In this issue of Blood, Perez-Diez and colleagues report the findings of a series of side-by-side comparisons on the ability of monoclonal CD4+ and CD8+ T cells to reject transplanted tumors expressing the cognate antigen. Their model focuses on tumors expressing male-exclusive minor histocompatibility antigens and female T-cell receptor (TCR) transgenic mice, whose only TCRs are specific for male antigens presented either by MHC class I or class II molecules.
In vitro exposure of tumor cells to activated antigen-specific CD8+ T cells leads to tumor-cell death, while CD4+ cells do not kill malignant cells in vitro. In sharp contrast, the results of in vivo experiments by Perez-Diez and colleagues come as a surprise, revealing that CD4+ T cells reject tumors while CD8+ T cells fail to do so. This unexpected result was found both upon adoptive transfer experiments and when transplanting tumors expressing male-exclusive minor histocompatibility antigen to the TCR-transgenic female hosts.
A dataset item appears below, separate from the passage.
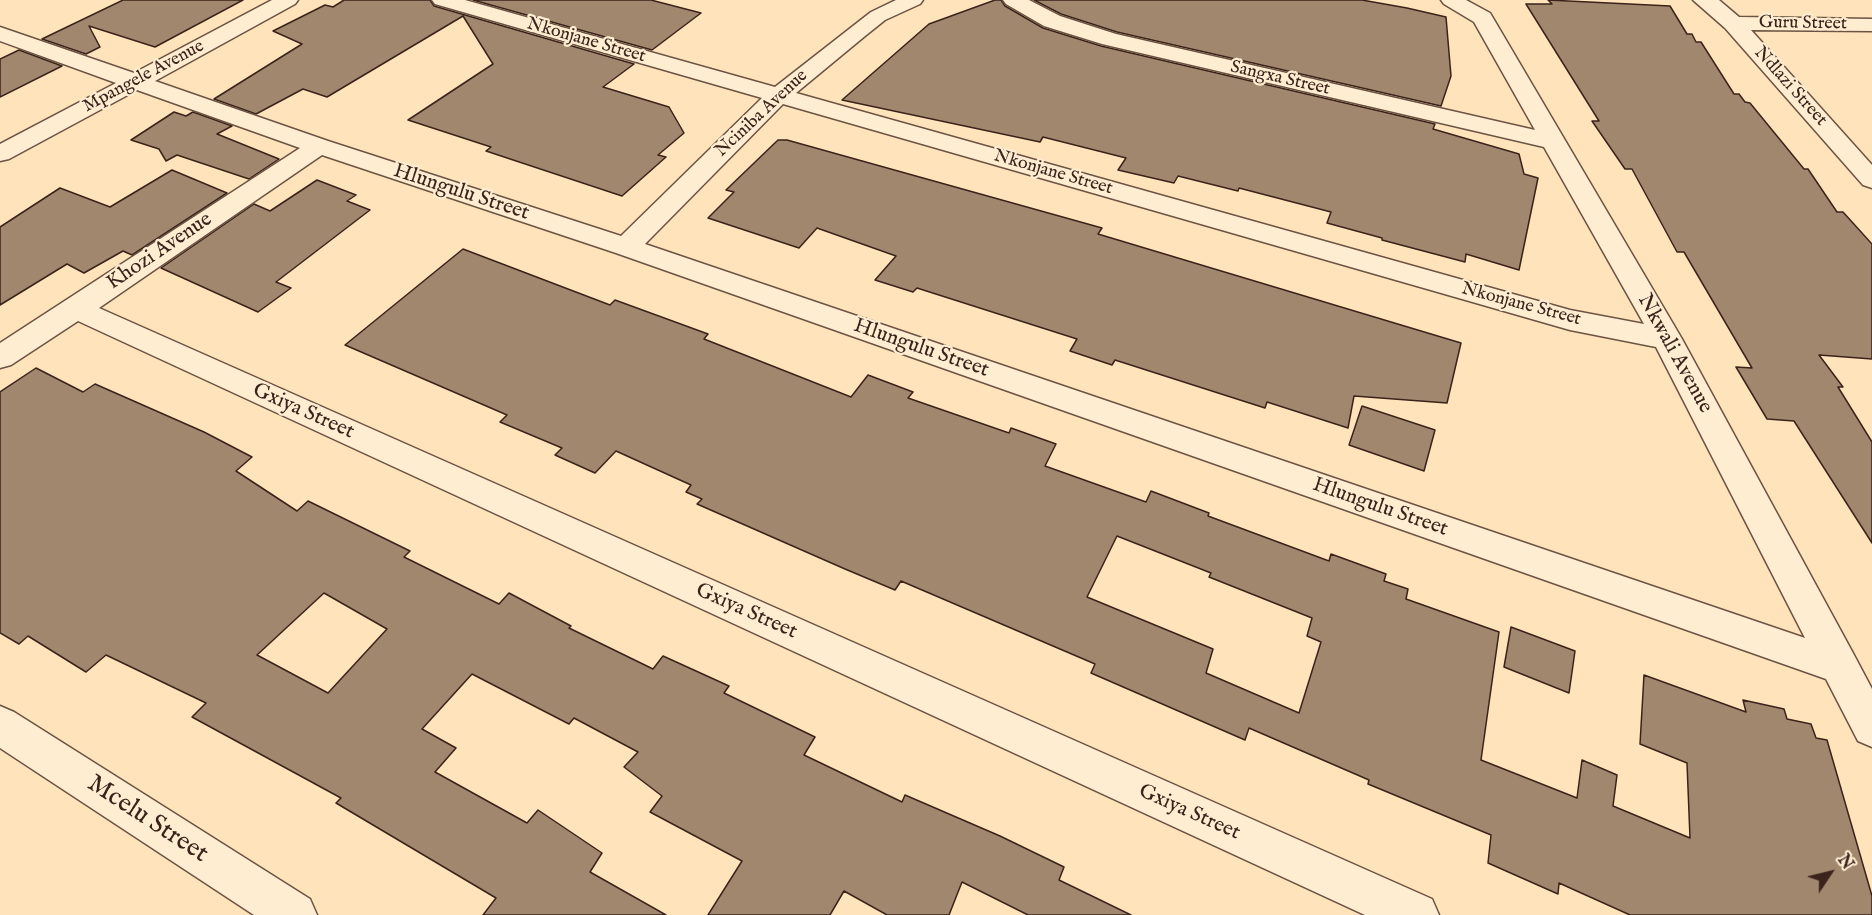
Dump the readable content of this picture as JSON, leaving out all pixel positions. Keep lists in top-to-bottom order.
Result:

Intriguingly, major histocompatibility complex II (MHC II) expression on tumor cells is dispensable for rejection, whereas it is critical in the host mouse. Therefore, one has to assume that male antigens from the tumor are cross-presented by MHC class II molecules on stromal cells, leading to recognition by primed specific CD4+ T cells (Figure). This suggests important consequences for the immunotherapy of malignant diseases. First, CD4+ T cells have probably been seriously underestimated in their potential for adoptive therapy. Second, CD4-recognizable tumor antigens should be incorporated in antitumor vaccines, not only because they provide help for CTLs, but also because of the CD8-independent antitumor activity of CD4s. For instance, attention must be paid in allogeneic bone marrow transplantation to donor CD4 T cells recognizing minor histocompatibility or tumor antigens.
The mechanisms of the antitumor effect of CD4+ T cells against solid tumors have not been fully addressed by Perez-Diez and colleagues. The stromal components of the tumor that can express MHC class II molecules include myeloid cells and activated endothelial cells (Figure). The tumor-rejecting mechanisms of CD4 could involve destruction of tumor blood vessels with cytokines and proapoptosis ligand/receptor pairs. Besides, CD4 Th1 cells are known to activate macrophages and therefore could turn pro–tumor stromal myeloid cells into tumor-destructive activated macrophages. Interestingly, the authors find a key role for host NK cells in tumor rejection. These mechanisms must be further explored to understand this CD4-NK duo, which might involve antiangiogenesis and tumor blood vessel destruction in addition to direct tumor cytolysis (Figure).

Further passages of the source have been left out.